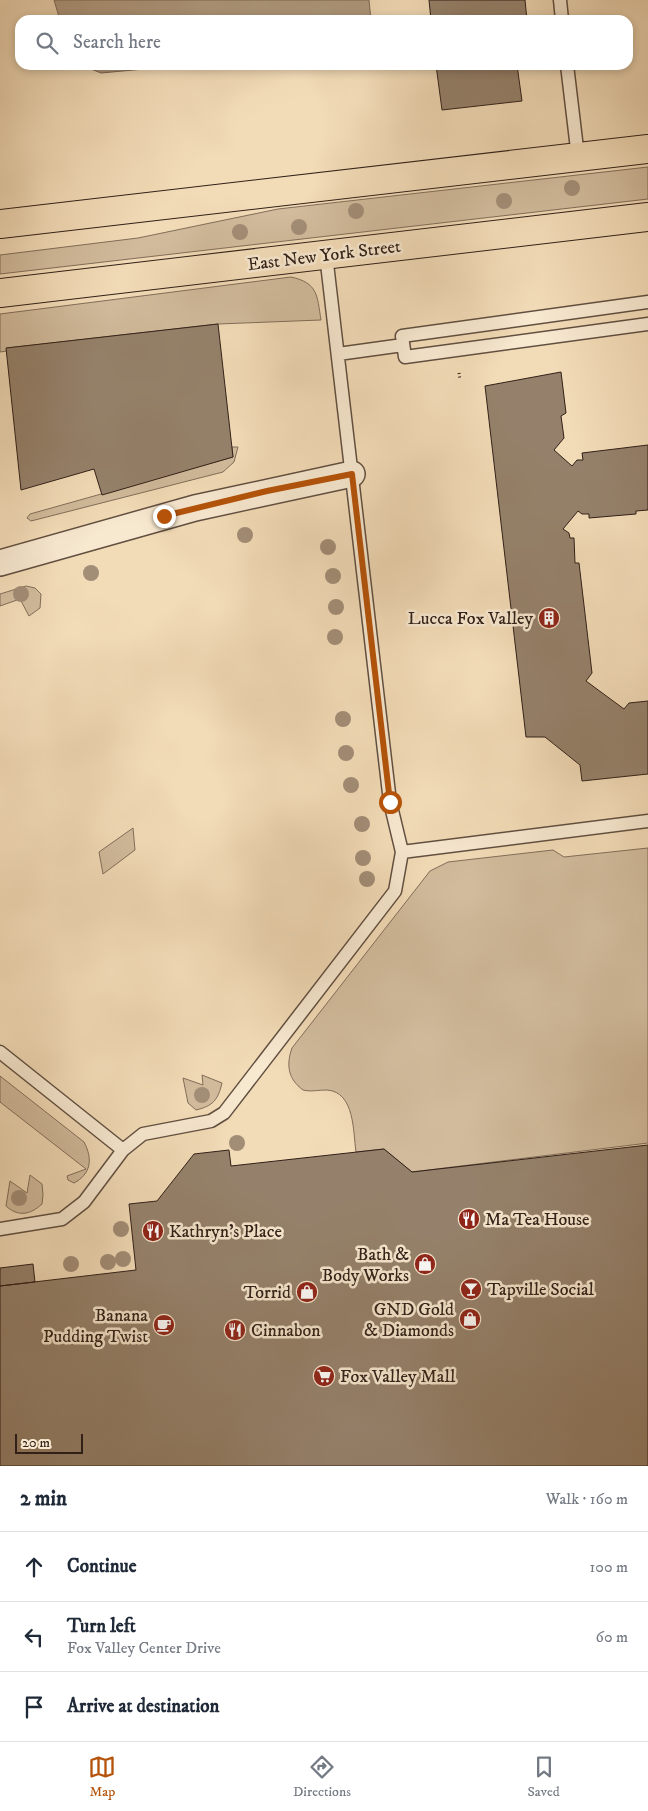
<!DOCTYPE html>
<html lang="en">
<head>
<meta charset="utf-8">
<style>
  body { margin:0; font-family:"IM FELL DW Pica",serif; background:#f6f6f7; color:#1f2937 }
  .scale { position:absolute; left:15px; bottom:12px; width:68px; box-sizing:border-box; padding-left:5px; border:2px solid #312018; border-top:0; font-size:14px; line-height:18px; white-space:nowrap; color:#312018; -webkit-text-stroke:4px #f7e8d0; paint-order:stroke }
  .stop { position:absolute; width:15px; height:15px; margin:-11px; border:4px solid #b45309; border-radius:50%; background:#fff }
  .stop.end { background:#b45309; border-color:#fff; box-shadow:0 1px 5px #0008 }
  .list { margin:0; padding:0; list-style:none }
  h2 { display:flex; justify-content:space-between; align-items:center; height:65px; margin:0; padding:0 20px; font-size:21px }
  h2 small { font-size:16px; font-weight:400; color:#747a83 }
  .list li { display:grid; grid-template-columns:32px 1fr auto; gap:15px; align-items:center; box-sizing:border-box; height:70px; padding:0 20px; border-top:1px solid #e0e1e3 }
  .list b { display:block; font-size:19px; white-space:nowrap }
  .list p { margin:0; font-size:16px; white-space:nowrap; color:#747a83 }
  .list em { font-size:16px; font-style:normal; color:#747a83 }
  .icon { flex:none; width:28px; height:28px; fill:none; stroke:currentColor; stroke-width:2; stroke-linecap:round; stroke-linejoin:round }
  .map { position:relative; flex:none; width:648px; height:1466px; overflow:hidden }
  .search { position:absolute; background:#fff; box-shadow:0 2px 8px #0003; left:15px; right:15px; top:15px; height:55px; display:flex; align-items:center; gap:12px; box-sizing:border-box; padding:0 18px; border-radius:15px; color:#747a83; font-size:19px }
  .sheet { height:275px; background:#fff }
  nav { display:flex; justify-content:space-around; align-items:center; box-sizing:border-box; height:70px; border-top:1px solid #e0e1e3; background:#fff; font-size:14px; color:#747a83 }
  nav a { display:grid; justify-items:center; gap:2px }
  nav .on { color:#b45309 }
  .map>svg:first-child { display:block }
</style>
</head>
<body>
<div class="map">
<svg width="648" height="1466" viewBox="0 0 648 1466">
  <rect width="100%" height="100%" fill="#f2dbb7"/>
  <filter id="stains"><feTurbulence type="fractalNoise" baseFrequency=".004" numOctaves="4"/><feColorMatrix values="0 0 0 0 .2 0 0 0 0 .09 0 0 0 0 .02 0 0 0 .5 -.17"/></filter>
  <radialGradient id="worn" r=".72"><stop offset=".6" stop-color="#630" stop-opacity="0"/><stop offset="1" stop-color="#630" stop-opacity=".3"/></radialGradient>
  <!-- green -->
  <path fill="#d1bb9c" stroke="#816e5a" d="M648 167V199L0 274V255L138 238 278 209Z
    M291 277C318 283 317 295 321 320L218 324 7 348V351L0 352V314Z
    M232 447H238L234 462 223 472 31 521 27 518 30 514 233 457Z
    M26 586 35 588 41 594 40 608 29 616 20 599 0 606V594Z
    M133 828 135 850 103 874 99 852Z
    M648 848V1143L412 1172 384 1149 356 1152C353 1132 355 1092 327 1090 318 1090 311 1092 303 1090 288 1079 286 1065 292 1048L430 871 448 862 553 850 564 857Z
    M202 1075 222 1083C218 1100 213 1106 196 1110L188 1103 183 1078 203 1085Z
    M0 1076 84 1142C93 1159 91 1174 74 1183L68 1180 67 1176 86 1169 0 1102Z
    M30 1175 42 1184 43 1195 42 1204C30 1215 18 1217 6 1206L10 1181 27 1193Z"/>
  <!-- water -->
  <path fill="#b09b81" stroke="#7d6a57" d="M54 0H369L371 20H60Z
    M81 65H257L155 68 101 73Z"/>
  <!-- building -->
  <path fill="#95816b" stroke="#312018" d="M429 0H525L527 20H431Z
    M436 65H517L522 101 442 110Z
    M218 324 233 457 102 495 94 469 21 490 6 348Z
    M561 372 566 413 561 416 564 438 554 450 572 466 577 460H583L582 453 648 445V510L636 511V514L589 518V514H582L578 511 563 529 569 533 570 538H574L575 563H579L592 673 586 681 624 709 629 703 648 701V774L582 781 580 765 545 737H526L485 386Z
    M648 1145V1466H0V1286L136 1270 129 1204 157 1201 194 1154 229 1150 231 1166 384 1149 412 1172Z
    M33 1264 35 1282 0 1286V1268Z"/>
  <g fill="none" stroke-linecap="round" stroke-linejoin="round">
    <!-- lane casing -->
    <g stroke="#614f40" stroke-width="15">
      <path id="lane" d="M560 0 562 20
        M567 65 578 157
        M648 302 402 336 405 357 648 324
        M338 354 403 345
        M402 852 648 821
        M0 1052 123 1150
        M0 1229 62 1219 84 1202 123 1150 143 1134 211 1121 224 1113 395 891 402 852 390 802 326 255"/>
    </g>
    <!-- street casing -->
    <g stroke="#614f40" stroke-width="28">
      <path id="street" d="M0 563 195 508 352 474"/>
    </g>
    <!-- primary casing -->
    <g stroke="#312018" stroke-width="30">
      <path id="primary" d="M0 224 648 149
        M0 293 648 217"/>
    </g>
    <!-- path -->
    <path stroke="#312018" stroke-width="3" stroke-dasharray="1 2.5" stroke-linecap="butt" d="M459 373 460 380"/>
    <!-- lane -->
    <use href="#lane" stroke="#f7e8d0" stroke-width="12"/>
    <!-- street -->
    <use href="#street" stroke="#f7e8d0" stroke-width="25"/>
    <!-- primary -->
    <use href="#primary" stroke="#f2dbb7" stroke-width="28"/>
  </g>
  <!-- trees -->
  <g fill="#a28d76">
    <circle cx="572" cy="188" r="8"/>
    <circle cx="504" cy="201" r="8"/>
    <circle cx="356" cy="211" r="8"/>
    <circle cx="299" cy="227" r="8"/>
    <circle cx="240" cy="232" r="8"/>
    <circle cx="245" cy="535" r="8"/>
    <circle cx="328" cy="547" r="8"/>
    <circle cx="91" cy="573" r="8"/>
    <circle cx="333" cy="576" r="8"/>
    <circle cx="21" cy="594" r="8"/>
    <circle cx="336" cy="607" r="8"/>
    <circle cx="335" cy="637" r="8"/>
    <circle cx="343" cy="719" r="8"/>
    <circle cx="346" cy="753" r="8"/>
    <circle cx="351" cy="785" r="8"/>
    <circle cx="362" cy="824" r="8"/>
    <circle cx="363" cy="858" r="8"/>
    <circle cx="367" cy="879" r="8"/>
    <circle cx="202" cy="1095" r="8"/>
    <circle cx="237" cy="1143" r="8"/>
    <circle cx="19" cy="1198" r="8"/>
    <circle cx="121" cy="1229" r="8"/>
    <circle cx="123" cy="1259" r="8"/>
    <circle cx="108" cy="1262" r="8"/>
    <circle cx="71" cy="1264" r="8"/>
  </g>
  <g fill="none" stroke-linecap="round" stroke-linejoin="round">
    <!-- route -->
    <path stroke="#b45309" stroke-width="6" d="M164 516 267 491 352 474 390 802"/>
  </g>
  <!-- icons -->
  <defs>
    <g id="building-disc" transform="scale(1.125)"><circle r="9.5" fill="#8f2418" stroke="#f7e8d0"/><path d="M-4-6H4V6H1V3H-1V6H-4ZM-2.5-4.3h1.7v1.8h-1.7ZM.8-4.3h1.7v1.8H.8ZM-2.5-1h1.7V.8h-1.7ZM.8-1h1.7V.8H.8Z" fill="#fff"/></g>
    <g id="restaurant-disc" transform="scale(1.125)"><circle r="9.5" fill="#8f2418" stroke="#f7e8d0"/><path d="M-5-6h1v4h1v-4h1v4h1v-4h1v5L-1.5 .5V6h-2V.5L-5-1ZM5-6V6H3V1.5H1.5Q1.5-4 5-6Z" fill="#fff"/></g>
    <g id="shop-disc" transform="scale(1.125)"><circle r="9.5" fill="#8f2418" stroke="#f7e8d0"/><path d="M-5-2.5h2.3a2.7 3.5 0 0 1 5.4 0H5L5.5 6h-11ZM-1.5-2.5h3a1.5 2.3 0 0 0-3 0Z" fill="#fff"/></g>
    <g id="bar-disc" transform="scale(1.125)"><circle r="9.5" fill="#8f2418" stroke="#f7e8d0"/><path d="M-6-5H6L.8 .8V4.5H3.5V6h-7V4.5H-.8V.8Z" fill="#fff"/></g>
    <g id="cafe-disc" transform="scale(1.125)"><circle r="9.5" fill="#8f2418" stroke="#f7e8d0"/><path d="M-5.5-4.5H6V0H3Q3 3.5 0 3.5H-2.5Q-5.5 3.5-5.5 0ZM3-3.2v2h1.7v-2ZM-6 4.5H4V6H-6Z" fill="#fff"/></g>
    <g id="supermarket-disc" transform="scale(1.125)"><circle r="9.5" fill="#8f2418" stroke="#f7e8d0"/><path d="M-6-5.5h2.5l.6 2H6L4.5 2H-2.5L-4.4-4H-6ZM-1.5 3.2a1.3 1.3 0 1 0 .1 0ZM3 3.2a1.3 1.3 0 1 0 .1 0Z" fill="#fff"/></g>
  </defs>
  <g fill-rule="evenodd">
    <use href="#building-disc" x="549" y="618"/>
    <use href="#restaurant-disc" x="469" y="1219"/>
    <use href="#restaurant-disc" x="153" y="1231"/>
    <use href="#shop-disc" x="425" y="1264"/>
    <use href="#bar-disc" x="471" y="1289"/>
    <use href="#shop-disc" x="307" y="1292"/>
    <use href="#shop-disc" x="470" y="1319"/>
    <use href="#cafe-disc" x="164" y="1325"/>
    <use href="#restaurant-disc" x="235" y="1330"/>
    <use href="#supermarket-disc" x="324" y="1376"/>
  </g>
  <g text-anchor="middle" stroke-width="5" stroke-linejoin="round" paint-order="stroke">
    <!-- street labels -->
    <g font-size="18" fill="#312018" stroke="#f7e8d0">
      <text transform="translate(324 255) rotate(-7)" y="6">East New York Street</text>
    </g>
    <!-- poi labels -->
    <g font-size="18" fill="#312018" stroke="#f7e8d0" text-anchor="end">
      <text x="533" y="624">Lucca Fox Valley</text>
      <text x="485" y="1225" text-anchor="start">Ma Tea House</text>
      <text x="169" y="1237" text-anchor="start">Kathryn's Place</text>
      <text x="409" y="1260">Bath &amp;<tspan x="409" dy="21">Body Works</tspan></text>
      <text x="487" y="1295" text-anchor="start">Tapville Social</text>
      <text x="291" y="1298">Torrid</text>
      <text x="454" y="1315">GND Gold<tspan x="454" dy="21">&amp; Diamonds</tspan></text>
      <text x="148" y="1321">Banana<tspan x="148" dy="21">Pudding Twist</tspan></text>
      <text x="251" y="1336" text-anchor="start">Cinnabon</text>
      <text x="340" y="1382" text-anchor="start">Fox Valley Mall</text>
    </g>
  </g>
  <rect width="100%" height="100%" filter="url(#stains)"/>
  <rect width="100%" height="100%" fill="url(#worn)"/>
</svg>
<div class="scale">20 m</div>
<div class="stop" style="left:390px;top:802px"></div>
<div class="stop end" style="left:164px;top:516px"></div>
<div class="search"><svg class="icon" aria-label="search" viewBox="0 0 24 24"><circle cx="10" cy="10" r="6"/><path d="M15 15l6 6"/></svg>Search here</div>
</div>
<section class="sheet">
<h2>2 min<small>Walk · 160 m</small></h2>
<ul class="list">
<li><svg class="icon" aria-label="ahead" viewBox="0 0 24 24"><path d="M12 20V5M6 11l6-6 6 6"/></svg><div><b>Continue</b></div><em>100 m</em></li>
<li><svg class="icon" aria-label="left" viewBox="0 0 24 24"><path d="M17 20v-9H6M10 6l-5 5 5 5"/></svg><div><b>Turn left</b><p>Fox Valley Center Drive</p></div><em>60 m</em></li>
<li><svg class="icon" aria-label="arrive" viewBox="0 0 24 24"><path d="M6 21V4h12l-3 4 3 4H6"/></svg><div><b>Arrive at destination</b></div></li>
</ul>
</section>
<nav>
<a class="on"><svg class="icon" aria-label="map" viewBox="0 0 24 24"><path d="M3 6l6-2 6 2 6-2v14l-6 2-6-2-6 2zM9 4v14M15 6v14"/></svg>Map</a>
<a><svg class="icon" aria-label="directions" viewBox="0 0 24 24"><path d="M12 3l9 9-9 9-9-9zM9 14v-3h6M13 9l2 2-2 2"/></svg>Directions</a>
<a><svg class="icon" aria-label="saved" viewBox="0 0 24 24"><path d="M7 4h10v16l-5-4-5 4z"/></svg>Saved</a>
</nav>
</body>
</html>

========================

Problem:
Leaving out the pictures, print each line of the records above from the first up to and including the one that contains "display:block; font-size:19px; white-space:nowrap", exactly as written.

Task result:
<!DOCTYPE html>
<html lang="en">
<head>
<meta charset="utf-8">
<style>
  body { margin:0; font-family:"IM FELL DW Pica",serif; background:#f6f6f7; color:#1f2937 }
  .scale { position:absolute; left:15px; bottom:12px; width:68px; box-sizing:border-box; padding-left:5px; border:2px solid #312018; border-top:0; font-size:14px; line-height:18px; white-space:nowrap; color:#312018; -webkit-text-stroke:4px #f7e8d0; paint-order:stroke }
  .stop { position:absolute; width:15px; height:15px; margin:-11px; border:4px solid #b45309; border-radius:50%; background:#fff }
  .stop.end { background:#b45309; border-color:#fff; box-shadow:0 1px 5px #0008 }
  .list { margin:0; padding:0; list-style:none }
  h2 { display:flex; justify-content:space-between; align-items:center; height:65px; margin:0; padding:0 20px; font-size:21px }
  h2 small { font-size:16px; font-weight:400; color:#747a83 }
  .list li { display:grid; grid-template-columns:32px 1fr auto; gap:15px; align-items:center; box-sizing:border-box; height:70px; padding:0 20px; border-top:1px solid #e0e1e3 }
  .list b { display:block; font-size:19px; white-space:nowrap }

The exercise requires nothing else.